DATA SECTION: Begin

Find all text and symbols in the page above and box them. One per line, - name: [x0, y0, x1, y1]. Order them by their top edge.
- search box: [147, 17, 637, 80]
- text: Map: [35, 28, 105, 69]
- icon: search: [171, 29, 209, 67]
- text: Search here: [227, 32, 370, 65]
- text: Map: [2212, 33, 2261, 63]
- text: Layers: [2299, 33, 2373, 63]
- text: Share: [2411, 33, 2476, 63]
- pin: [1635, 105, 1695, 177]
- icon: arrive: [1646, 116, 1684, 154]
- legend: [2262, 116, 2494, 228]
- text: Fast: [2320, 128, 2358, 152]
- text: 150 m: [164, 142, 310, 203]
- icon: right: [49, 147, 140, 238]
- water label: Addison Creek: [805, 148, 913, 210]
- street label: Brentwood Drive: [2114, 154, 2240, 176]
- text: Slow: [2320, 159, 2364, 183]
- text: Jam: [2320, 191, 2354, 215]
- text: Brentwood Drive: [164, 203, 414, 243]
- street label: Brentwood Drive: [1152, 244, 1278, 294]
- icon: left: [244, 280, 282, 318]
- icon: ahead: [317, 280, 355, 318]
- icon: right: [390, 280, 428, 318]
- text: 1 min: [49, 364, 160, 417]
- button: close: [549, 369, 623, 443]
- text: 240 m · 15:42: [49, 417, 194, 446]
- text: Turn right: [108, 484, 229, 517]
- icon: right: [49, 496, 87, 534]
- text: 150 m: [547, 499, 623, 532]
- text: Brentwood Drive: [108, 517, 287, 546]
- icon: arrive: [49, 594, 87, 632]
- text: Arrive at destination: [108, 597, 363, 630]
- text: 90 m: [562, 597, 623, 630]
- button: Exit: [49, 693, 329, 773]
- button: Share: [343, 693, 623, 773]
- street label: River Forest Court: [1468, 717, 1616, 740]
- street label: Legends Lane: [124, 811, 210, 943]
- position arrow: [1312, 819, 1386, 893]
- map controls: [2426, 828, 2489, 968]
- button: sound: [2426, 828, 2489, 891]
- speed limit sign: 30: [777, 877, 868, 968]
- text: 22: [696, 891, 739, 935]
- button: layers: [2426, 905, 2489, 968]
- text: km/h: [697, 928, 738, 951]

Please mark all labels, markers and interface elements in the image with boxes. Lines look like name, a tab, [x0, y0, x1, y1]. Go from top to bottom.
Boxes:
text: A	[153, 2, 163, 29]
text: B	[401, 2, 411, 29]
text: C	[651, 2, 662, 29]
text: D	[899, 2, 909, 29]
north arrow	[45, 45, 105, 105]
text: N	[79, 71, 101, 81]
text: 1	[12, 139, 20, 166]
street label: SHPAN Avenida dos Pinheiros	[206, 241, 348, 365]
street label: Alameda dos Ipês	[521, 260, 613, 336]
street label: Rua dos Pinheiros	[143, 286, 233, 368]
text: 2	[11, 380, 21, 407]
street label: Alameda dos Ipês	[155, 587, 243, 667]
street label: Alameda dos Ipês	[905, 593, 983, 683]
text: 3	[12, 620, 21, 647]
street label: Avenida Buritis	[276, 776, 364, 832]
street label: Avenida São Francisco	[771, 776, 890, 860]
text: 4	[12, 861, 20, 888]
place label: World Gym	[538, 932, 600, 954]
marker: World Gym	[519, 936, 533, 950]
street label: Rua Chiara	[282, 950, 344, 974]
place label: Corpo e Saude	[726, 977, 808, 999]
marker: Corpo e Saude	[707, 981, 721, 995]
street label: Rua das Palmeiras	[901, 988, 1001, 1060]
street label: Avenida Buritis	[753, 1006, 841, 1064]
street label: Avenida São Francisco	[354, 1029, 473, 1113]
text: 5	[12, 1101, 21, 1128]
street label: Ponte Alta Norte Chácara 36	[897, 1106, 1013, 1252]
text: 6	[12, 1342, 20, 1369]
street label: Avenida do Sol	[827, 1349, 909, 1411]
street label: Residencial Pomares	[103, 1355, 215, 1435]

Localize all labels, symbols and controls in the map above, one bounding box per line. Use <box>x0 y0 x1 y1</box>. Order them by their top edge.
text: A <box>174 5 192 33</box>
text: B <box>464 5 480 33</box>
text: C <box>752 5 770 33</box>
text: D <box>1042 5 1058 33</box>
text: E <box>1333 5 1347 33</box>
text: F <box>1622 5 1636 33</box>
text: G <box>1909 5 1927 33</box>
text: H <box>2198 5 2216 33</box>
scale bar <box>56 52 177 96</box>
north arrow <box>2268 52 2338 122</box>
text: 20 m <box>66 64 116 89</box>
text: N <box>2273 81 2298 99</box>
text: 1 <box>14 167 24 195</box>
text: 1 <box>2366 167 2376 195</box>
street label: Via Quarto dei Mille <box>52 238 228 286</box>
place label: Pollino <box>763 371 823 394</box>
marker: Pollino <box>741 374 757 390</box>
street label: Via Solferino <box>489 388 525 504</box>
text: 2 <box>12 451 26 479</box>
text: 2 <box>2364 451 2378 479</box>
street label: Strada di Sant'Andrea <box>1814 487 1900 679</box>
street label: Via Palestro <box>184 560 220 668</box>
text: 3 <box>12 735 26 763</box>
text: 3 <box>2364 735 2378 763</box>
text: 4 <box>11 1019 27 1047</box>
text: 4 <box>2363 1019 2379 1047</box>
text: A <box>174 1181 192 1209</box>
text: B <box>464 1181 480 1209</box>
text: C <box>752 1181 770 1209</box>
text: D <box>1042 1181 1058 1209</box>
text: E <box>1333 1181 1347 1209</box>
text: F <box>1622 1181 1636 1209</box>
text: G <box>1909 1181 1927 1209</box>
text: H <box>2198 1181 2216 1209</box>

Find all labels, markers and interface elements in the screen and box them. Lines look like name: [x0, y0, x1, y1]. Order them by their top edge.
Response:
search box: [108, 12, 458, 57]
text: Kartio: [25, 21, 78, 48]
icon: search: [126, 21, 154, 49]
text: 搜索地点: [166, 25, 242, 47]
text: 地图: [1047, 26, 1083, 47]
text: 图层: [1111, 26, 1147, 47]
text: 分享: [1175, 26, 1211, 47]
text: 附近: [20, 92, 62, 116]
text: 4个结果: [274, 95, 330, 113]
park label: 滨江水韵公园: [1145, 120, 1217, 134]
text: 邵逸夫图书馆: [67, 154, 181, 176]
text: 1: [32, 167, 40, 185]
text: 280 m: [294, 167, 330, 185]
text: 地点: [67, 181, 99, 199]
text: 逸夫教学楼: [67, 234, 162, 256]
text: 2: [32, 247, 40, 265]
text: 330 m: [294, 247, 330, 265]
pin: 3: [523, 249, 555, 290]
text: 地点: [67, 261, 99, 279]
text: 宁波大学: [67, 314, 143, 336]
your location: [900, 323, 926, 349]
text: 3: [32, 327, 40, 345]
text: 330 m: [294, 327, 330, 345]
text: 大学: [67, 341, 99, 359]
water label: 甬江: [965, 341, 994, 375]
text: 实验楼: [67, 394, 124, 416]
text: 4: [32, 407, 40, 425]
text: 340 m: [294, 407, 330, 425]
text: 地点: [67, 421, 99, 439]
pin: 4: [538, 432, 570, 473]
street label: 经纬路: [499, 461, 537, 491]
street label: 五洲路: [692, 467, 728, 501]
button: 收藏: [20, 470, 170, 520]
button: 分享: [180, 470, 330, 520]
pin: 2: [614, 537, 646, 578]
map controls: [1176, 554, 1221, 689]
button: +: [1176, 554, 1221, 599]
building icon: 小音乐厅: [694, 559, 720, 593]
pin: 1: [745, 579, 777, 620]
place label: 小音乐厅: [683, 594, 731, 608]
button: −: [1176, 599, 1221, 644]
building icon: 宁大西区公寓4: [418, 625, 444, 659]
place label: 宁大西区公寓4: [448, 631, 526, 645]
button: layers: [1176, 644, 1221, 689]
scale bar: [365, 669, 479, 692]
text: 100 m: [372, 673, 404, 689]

DATA SECTION: End

== DESCRIPTION OF THE TASK ==
Each line of the material should be repeated exactly as it reads.

== EXERCISE SOLUTION ==
Find all text and symbols in the page above and box them. One per line, - name: [x0, y0, x1, y1]. Order them by their top edge.
- search box: [147, 17, 637, 80]
- text: Map: [35, 28, 105, 69]
- icon: search: [171, 29, 209, 67]
- text: Search here: [227, 32, 370, 65]
- text: Map: [2212, 33, 2261, 63]
- text: Layers: [2299, 33, 2373, 63]
- text: Share: [2411, 33, 2476, 63]
- pin: [1635, 105, 1695, 177]
- icon: arrive: [1646, 116, 1684, 154]
- legend: [2262, 116, 2494, 228]
- text: Fast: [2320, 128, 2358, 152]
- text: 150 m: [164, 142, 310, 203]
- icon: right: [49, 147, 140, 238]
- water label: Addison Creek: [805, 148, 913, 210]
- street label: Brentwood Drive: [2114, 154, 2240, 176]
- text: Slow: [2320, 159, 2364, 183]
- text: Jam: [2320, 191, 2354, 215]
- text: Brentwood Drive: [164, 203, 414, 243]
- street label: Brentwood Drive: [1152, 244, 1278, 294]
- icon: left: [244, 280, 282, 318]
- icon: ahead: [317, 280, 355, 318]
- icon: right: [390, 280, 428, 318]
- text: 1 min: [49, 364, 160, 417]
- button: close: [549, 369, 623, 443]
- text: 240 m · 15:42: [49, 417, 194, 446]
- text: Turn right: [108, 484, 229, 517]
- icon: right: [49, 496, 87, 534]
- text: 150 m: [547, 499, 623, 532]
- text: Brentwood Drive: [108, 517, 287, 546]
- icon: arrive: [49, 594, 87, 632]
- text: Arrive at destination: [108, 597, 363, 630]
- text: 90 m: [562, 597, 623, 630]
- button: Exit: [49, 693, 329, 773]
- button: Share: [343, 693, 623, 773]
- street label: River Forest Court: [1468, 717, 1616, 740]
- street label: Legends Lane: [124, 811, 210, 943]
- position arrow: [1312, 819, 1386, 893]
- map controls: [2426, 828, 2489, 968]
- button: sound: [2426, 828, 2489, 891]
- speed limit sign: 30: [777, 877, 868, 968]
- text: 22: [696, 891, 739, 935]
- button: layers: [2426, 905, 2489, 968]
- text: km/h: [697, 928, 738, 951]

Please mark all labels, markers and interface elements in the image with boxes. Lines look like name, a tab, [x0, y0, x1, y1]. Go from top to bottom.
Boxes:
text: A	[153, 2, 163, 29]
text: B	[401, 2, 411, 29]
text: C	[651, 2, 662, 29]
text: D	[899, 2, 909, 29]
north arrow	[45, 45, 105, 105]
text: N	[79, 71, 101, 81]
text: 1	[12, 139, 20, 166]
street label: SHPAN Avenida dos Pinheiros	[206, 241, 348, 365]
street label: Alameda dos Ipês	[521, 260, 613, 336]
street label: Rua dos Pinheiros	[143, 286, 233, 368]
text: 2	[11, 380, 21, 407]
street label: Alameda dos Ipês	[155, 587, 243, 667]
street label: Alameda dos Ipês	[905, 593, 983, 683]
text: 3	[12, 620, 21, 647]
street label: Avenida Buritis	[276, 776, 364, 832]
street label: Avenida São Francisco	[771, 776, 890, 860]
text: 4	[12, 861, 20, 888]
place label: World Gym	[538, 932, 600, 954]
marker: World Gym	[519, 936, 533, 950]
street label: Rua Chiara	[282, 950, 344, 974]
place label: Corpo e Saude	[726, 977, 808, 999]
marker: Corpo e Saude	[707, 981, 721, 995]
street label: Rua das Palmeiras	[901, 988, 1001, 1060]
street label: Avenida Buritis	[753, 1006, 841, 1064]
street label: Avenida São Francisco	[354, 1029, 473, 1113]
text: 5	[12, 1101, 21, 1128]
street label: Ponte Alta Norte Chácara 36	[897, 1106, 1013, 1252]
text: 6	[12, 1342, 20, 1369]
street label: Avenida do Sol	[827, 1349, 909, 1411]
street label: Residencial Pomares	[103, 1355, 215, 1435]

Localize all labels, symbols and controls in the map above, one bounding box per line. Use <box>x0 y0 x1 y1</box>. Order them by their top edge.
text: A <box>174 5 192 33</box>
text: B <box>464 5 480 33</box>
text: C <box>752 5 770 33</box>
text: D <box>1042 5 1058 33</box>
text: E <box>1333 5 1347 33</box>
text: F <box>1622 5 1636 33</box>
text: G <box>1909 5 1927 33</box>
text: H <box>2198 5 2216 33</box>
scale bar <box>56 52 177 96</box>
north arrow <box>2268 52 2338 122</box>
text: 20 m <box>66 64 116 89</box>
text: N <box>2273 81 2298 99</box>
text: 1 <box>14 167 24 195</box>
text: 1 <box>2366 167 2376 195</box>
street label: Via Quarto dei Mille <box>52 238 228 286</box>
place label: Pollino <box>763 371 823 394</box>
marker: Pollino <box>741 374 757 390</box>
street label: Via Solferino <box>489 388 525 504</box>
text: 2 <box>12 451 26 479</box>
text: 2 <box>2364 451 2378 479</box>
street label: Strada di Sant'Andrea <box>1814 487 1900 679</box>
street label: Via Palestro <box>184 560 220 668</box>
text: 3 <box>12 735 26 763</box>
text: 3 <box>2364 735 2378 763</box>
text: 4 <box>11 1019 27 1047</box>
text: 4 <box>2363 1019 2379 1047</box>
text: A <box>174 1181 192 1209</box>
text: B <box>464 1181 480 1209</box>
text: C <box>752 1181 770 1209</box>
text: D <box>1042 1181 1058 1209</box>
text: E <box>1333 1181 1347 1209</box>
text: F <box>1622 1181 1636 1209</box>
text: G <box>1909 1181 1927 1209</box>
text: H <box>2198 1181 2216 1209</box>

Find all labels, markers and interface elements in the screen and box them. Lines look like name: [x0, y0, x1, y1]. Order them by their top edge.
Response:
search box: [108, 12, 458, 57]
text: Kartio: [25, 21, 78, 48]
icon: search: [126, 21, 154, 49]
text: 搜索地点: [166, 25, 242, 47]
text: 地图: [1047, 26, 1083, 47]
text: 图层: [1111, 26, 1147, 47]
text: 分享: [1175, 26, 1211, 47]
text: 附近: [20, 92, 62, 116]
text: 4个结果: [274, 95, 330, 113]
park label: 滨江水韵公园: [1145, 120, 1217, 134]
text: 邵逸夫图书馆: [67, 154, 181, 176]
text: 1: [32, 167, 40, 185]
text: 280 m: [294, 167, 330, 185]
text: 地点: [67, 181, 99, 199]
text: 逸夫教学楼: [67, 234, 162, 256]
text: 2: [32, 247, 40, 265]
text: 330 m: [294, 247, 330, 265]
pin: 3: [523, 249, 555, 290]
text: 地点: [67, 261, 99, 279]
text: 宁波大学: [67, 314, 143, 336]
your location: [900, 323, 926, 349]
text: 3: [32, 327, 40, 345]
text: 330 m: [294, 327, 330, 345]
text: 大学: [67, 341, 99, 359]
water label: 甬江: [965, 341, 994, 375]
text: 实验楼: [67, 394, 124, 416]
text: 4: [32, 407, 40, 425]
text: 340 m: [294, 407, 330, 425]
text: 地点: [67, 421, 99, 439]
pin: 4: [538, 432, 570, 473]
street label: 经纬路: [499, 461, 537, 491]
street label: 五洲路: [692, 467, 728, 501]
button: 收藏: [20, 470, 170, 520]
button: 分享: [180, 470, 330, 520]
pin: 2: [614, 537, 646, 578]
map controls: [1176, 554, 1221, 689]
button: +: [1176, 554, 1221, 599]
building icon: 小音乐厅: [694, 559, 720, 593]
pin: 1: [745, 579, 777, 620]
place label: 小音乐厅: [683, 594, 731, 608]
button: −: [1176, 599, 1221, 644]
building icon: 宁大西区公寓4: [418, 625, 444, 659]
place label: 宁大西区公寓4: [448, 631, 526, 645]
button: layers: [1176, 644, 1221, 689]
scale bar: [365, 669, 479, 692]
text: 100 m: [372, 673, 404, 689]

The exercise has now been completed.